━━━━━ Records provided ━━━━━

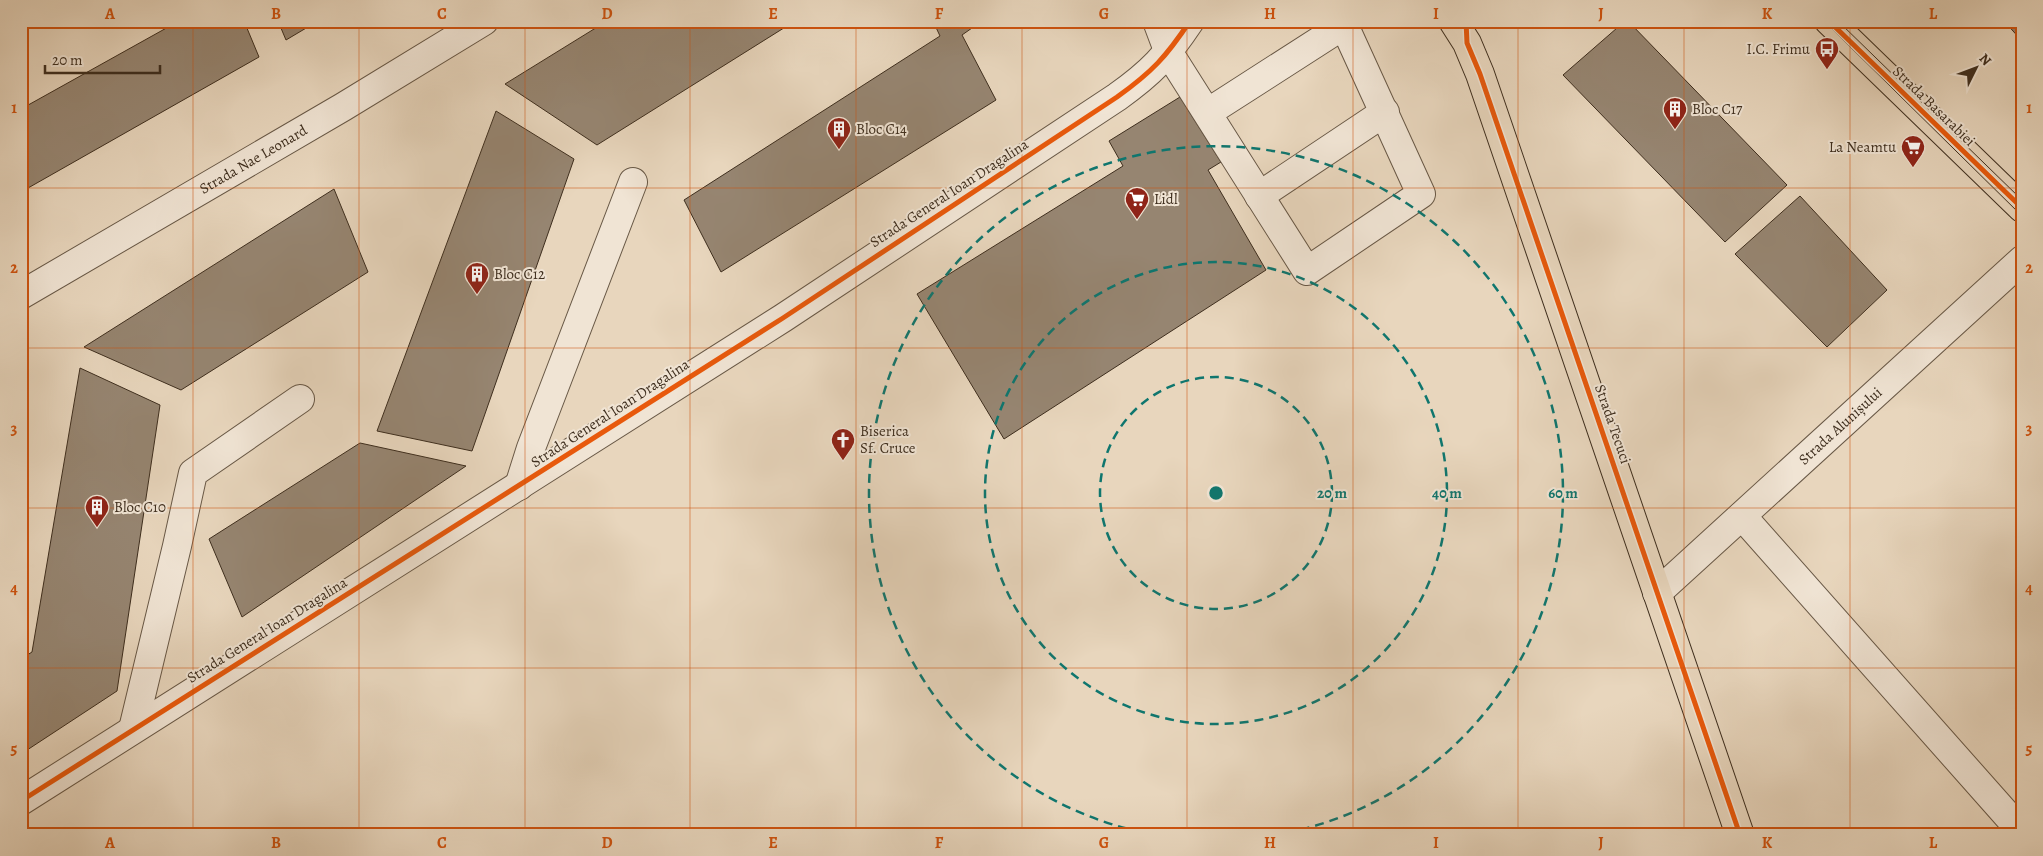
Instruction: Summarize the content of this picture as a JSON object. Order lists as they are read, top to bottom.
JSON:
{
  "streets": {
    "main road": ["Strada Basarabiei", "Strada Tecuci"],
    "street": ["Strada Nae Leonard", "Strada General Ioan Dragalina", "Strada Alunișului"]
  },
  "crossings": [
    ["Strada Tecuci", "Strada Alunișului"]
  ],
  "places": {
    "bus stop": ["I.C. Frimu"],
    "building": [
      "Bloc C17",
      "Bloc C14",
      "Bloc C12",
      "Bloc C10"
    ],
    "supermarket": ["La Neamtu", "Lidl"],
    "church": ["Biserica Sf. Cruce"]
  },
  "scale_bar": "20 m",
  "north": "top right",
  "grid": {
    "columns": [
      "A",
      "B",
      "C",
      "D",
      "E",
      "F",
      "G",
      "H",
      "I",
      "J",
      "K",
      "L"
    ],
    "rows": [
      "1",
      "2",
      "3",
      "4",
      "5"
    ]
  },
  "rings": ["20 m", "40 m", "60 m"]
}
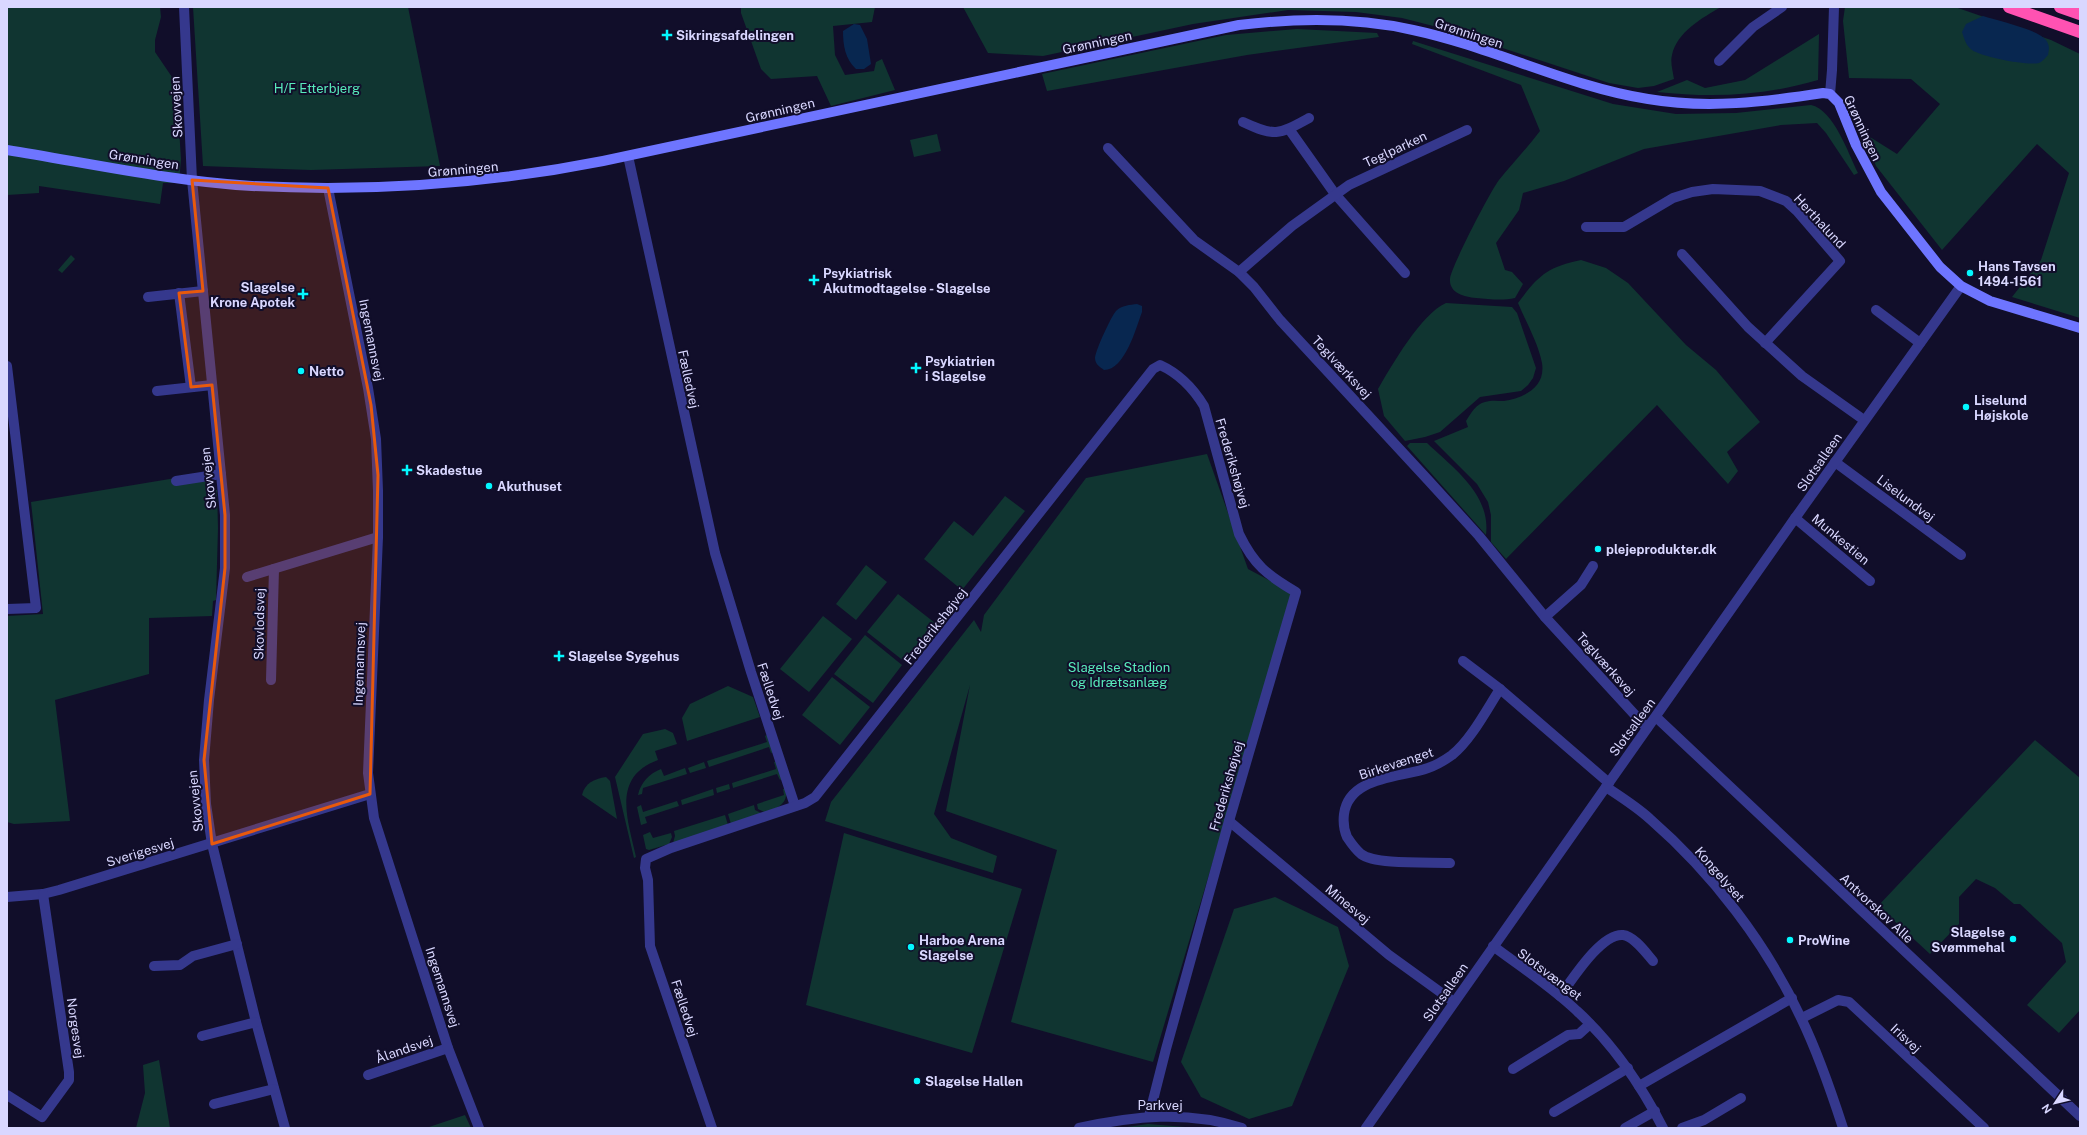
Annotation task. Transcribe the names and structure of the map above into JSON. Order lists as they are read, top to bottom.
{
  "streets": {
    "main road": ["Grønningen"],
    "street": [
      "Skovvejen",
      "Teglparken",
      "Herthalund",
      "Ingemannsvej",
      "Teglværksvej",
      "Fælledvej",
      "Slotsalleen",
      "Frederikshøjvej",
      "Liselundvej",
      "Munkestien",
      "Skovlodsvej",
      "Birkevænget",
      "Sverigesvej",
      "Kongelyset",
      "Minesvej",
      "Antvorskov Alle",
      "Slotsvænget",
      "Norgesvej",
      "Irisvej",
      "Ålandsvej",
      "Parkvej"
    ]
  },
  "crossings": [
    ["Grønningen", "Skovvejen"],
    ["Grønningen", "Ingemannsvej"],
    ["Grønningen", "Fælledvej"],
    ["Grønningen", "Slotsalleen"],
    ["Skovvejen", "Sverigesvej"],
    ["Teglparken", "Teglværksvej"],
    ["Ingemannsvej", "Skovlodsvej"],
    ["Ingemannsvej", "Sverigesvej"],
    ["Ingemannsvej", "Ålandsvej"],
    ["Teglværksvej", "Slotsalleen"],
    ["Fælledvej", "Frederikshøjvej"],
    ["Slotsalleen", "Liselundvej"],
    ["Slotsalleen", "Munkestien"],
    ["Slotsalleen", "Kongelyset"],
    ["Slotsalleen", "Minesvej"],
    ["Slotsalleen", "Antvorskov Alle"],
    ["Slotsalleen", "Slotsvænget"],
    ["Frederikshøjvej", "Minesvej"],
    ["Frederikshøjvej", "Parkvej"],
    ["Sverigesvej", "Norgesvej"],
    ["Kongelyset", "Irisvej"]
  ],
  "parks": ["H/F Etterbjerg", "Slagelse Stadion og Idrætsanlæg"],
  "places": {
    "health": [
      "Sikringsafdelingen",
      "Psykiatrisk Akutmodtagelse - Slagelse",
      "Slagelse Krone Apotek",
      "Psykiatrien i Slagelse",
      "Skadestue",
      "Slagelse Sygehus"
    ],
    "other": [
      "Hans Tavsen 1494-1561",
      "Netto",
      "Liselund Højskole",
      "Akuthuset",
      "plejeprodukter.dk",
      "Slagelse Svømmehal",
      "ProWine",
      "Harboe Arena Slagelse",
      "Slagelse Hallen"
    ]
  },
  "north": "bottom left"
}
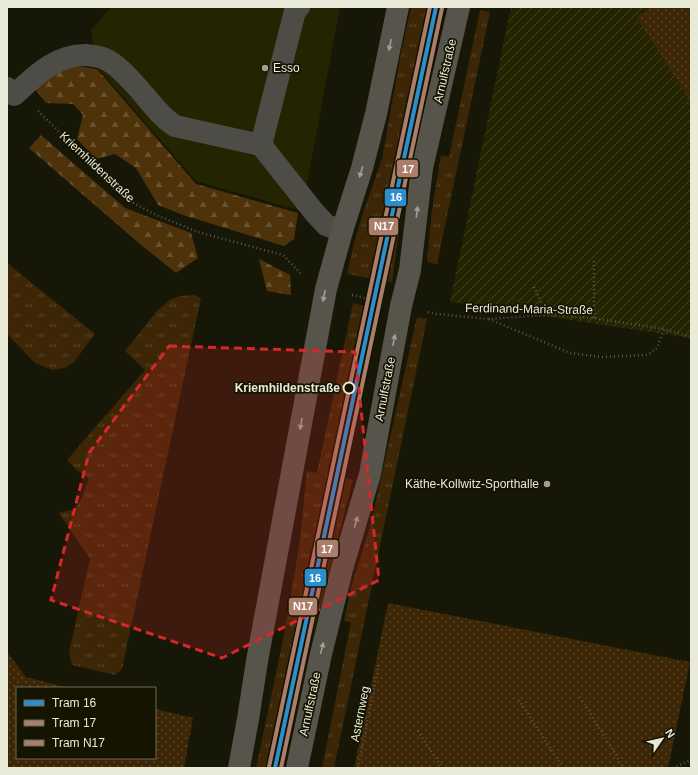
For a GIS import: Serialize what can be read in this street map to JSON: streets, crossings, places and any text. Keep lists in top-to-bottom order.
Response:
{
  "streets": {
    "main road": ["Arnulfstraße"],
    "path": ["Kriemhildenstraße", "Ferdinand-Maria-Straße", "Asternweg"]
  },
  "places": ["Esso", "Kriemhildenstraße", "Käthe-Kollwitz-Sporthalle"],
  "lines": ["tram line 16", "tram line N17", "tram line 17"],
  "legend": ["Tram 16", "Tram 17", "Tram N17"],
  "north": "top right"
}
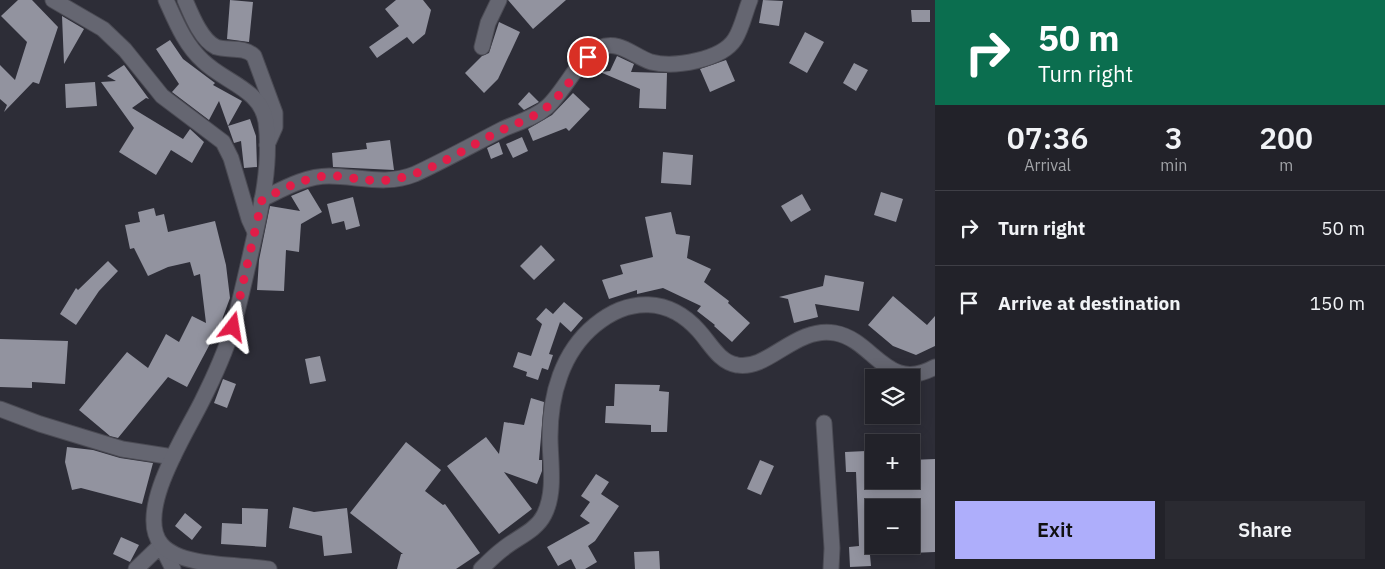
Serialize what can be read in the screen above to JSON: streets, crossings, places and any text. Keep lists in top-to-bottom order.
{
  "page": {
    "turn": ["50 m", "Turn right"],
    "eta": [
      "07:36",
      "Arrival",
      "3",
      "min",
      "200",
      "m"
    ],
    "list": [
      {
        "name": "Turn right",
        "value": "50 m"
      },
      {
        "name": "Arrive at destination",
        "value": "150 m"
      }
    ],
    "map_buttons": ["+", "−"],
    "buttons": ["Exit", "Share"]
  }
}
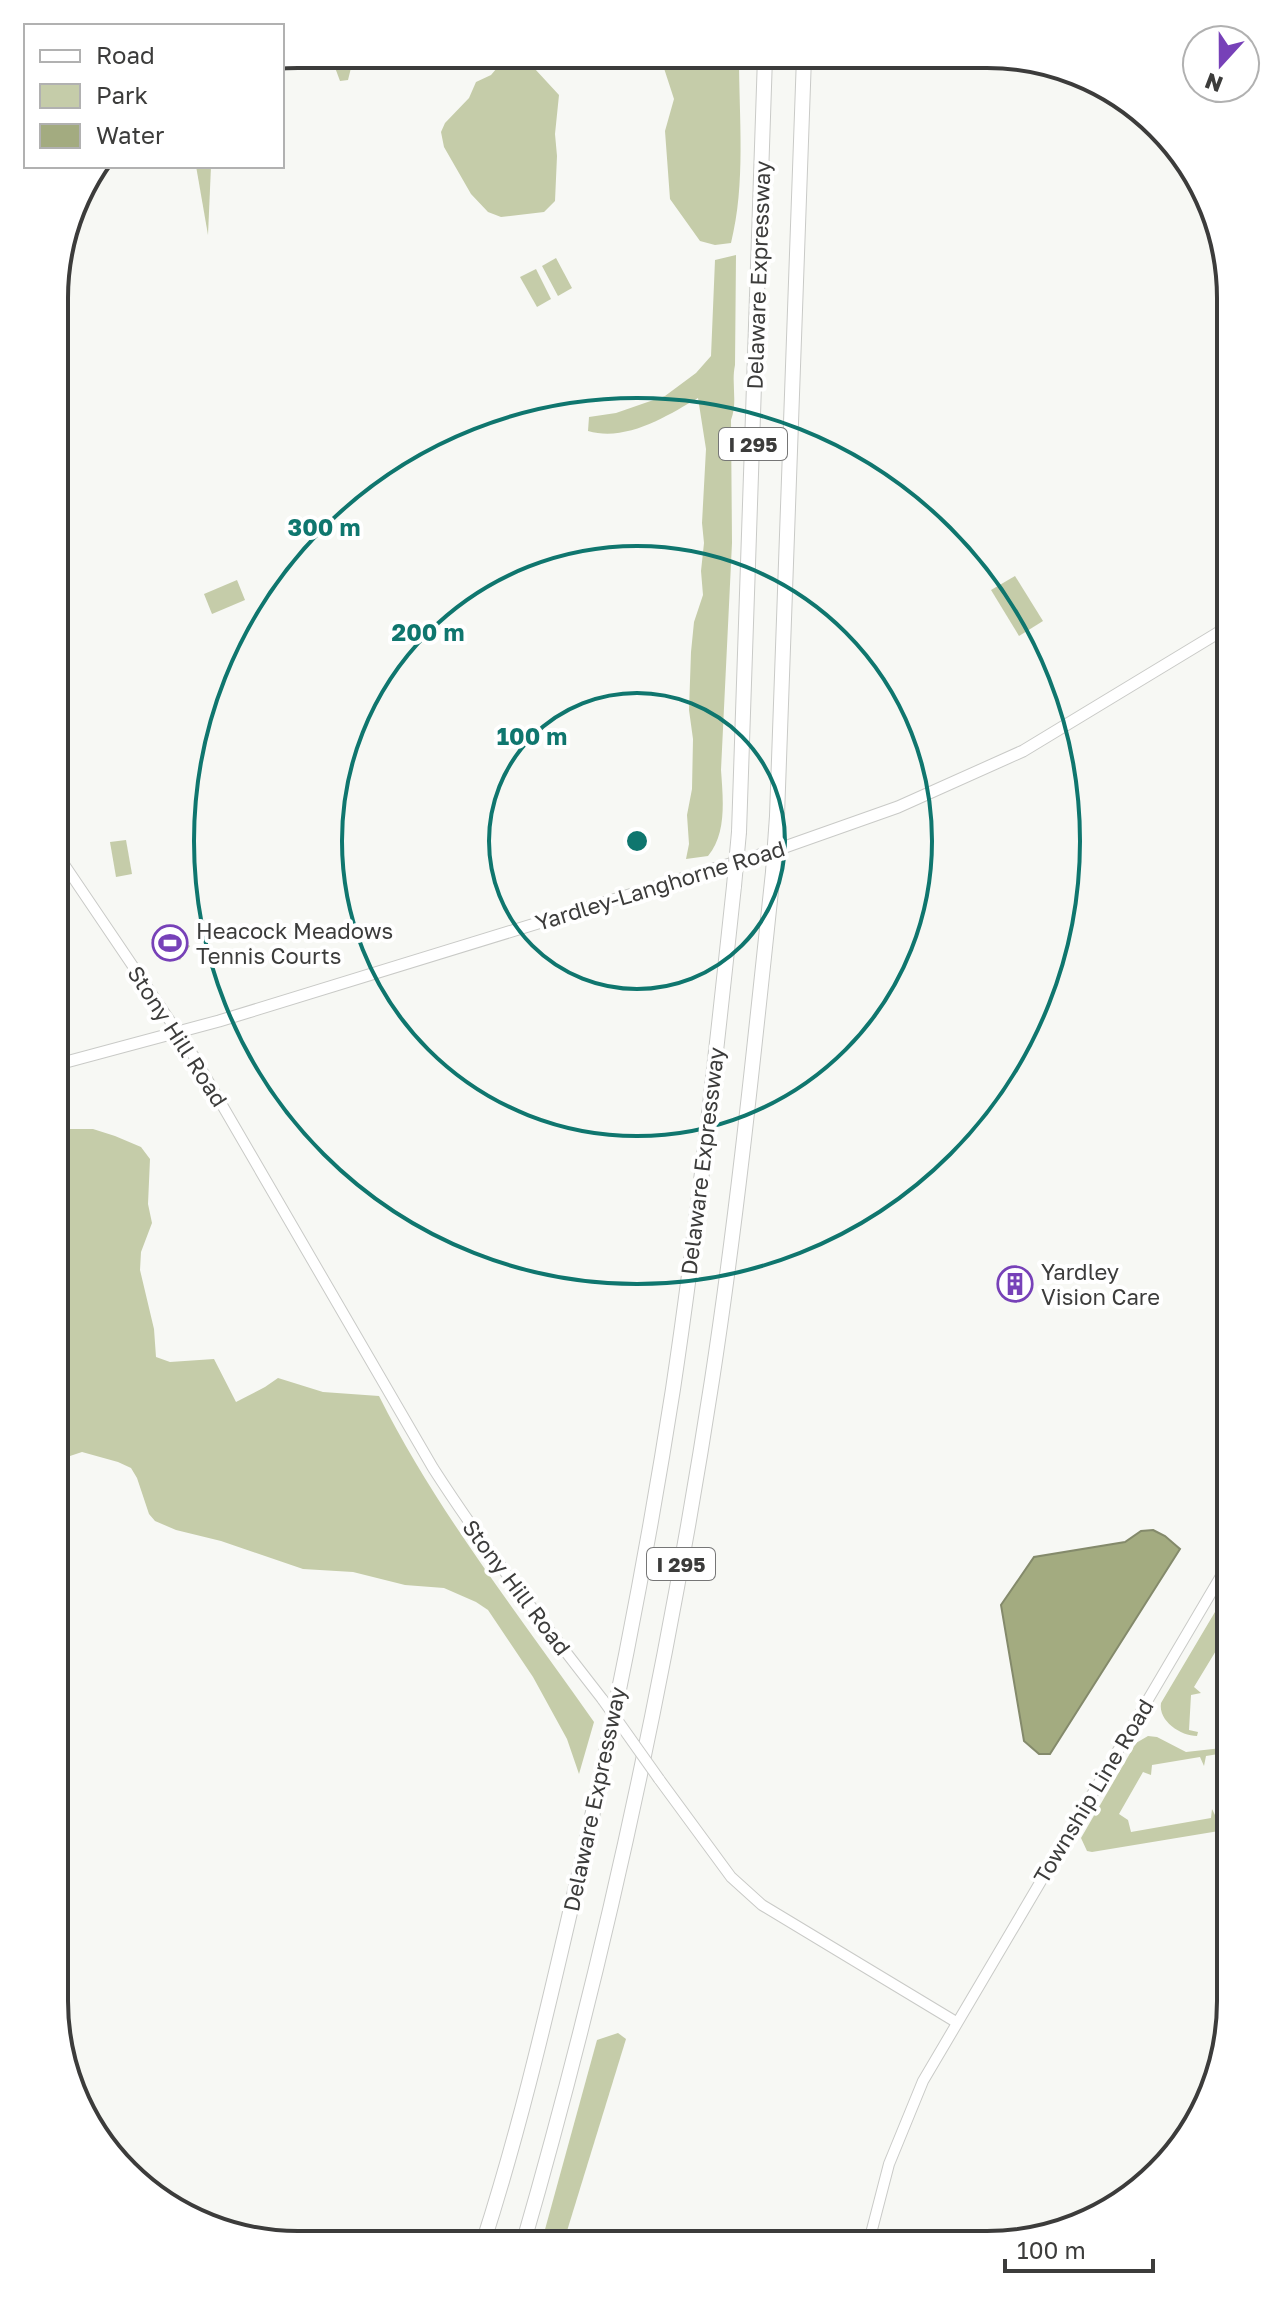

━━━━━

▶ **Work instruction**: Search term "lists": return each line of the data that contains it.

▶ **Answer box**:
Instruction: Summarize the content of this picture as a JSON object. Order lists as they are read, top to bottom.
Annotation task. Transcribe the names and structure of the map above into JSON. Order lists as they are read, top to bottom.
For a GIS import: Serialize what can be read in this street map to JSON: streets, crossings, places and any text. Keep lists in top-to-bottom order.
Serialize what can be read in the screen above to JSON: streets, crossings, places and any text. Keep lists in top-to-bottom order.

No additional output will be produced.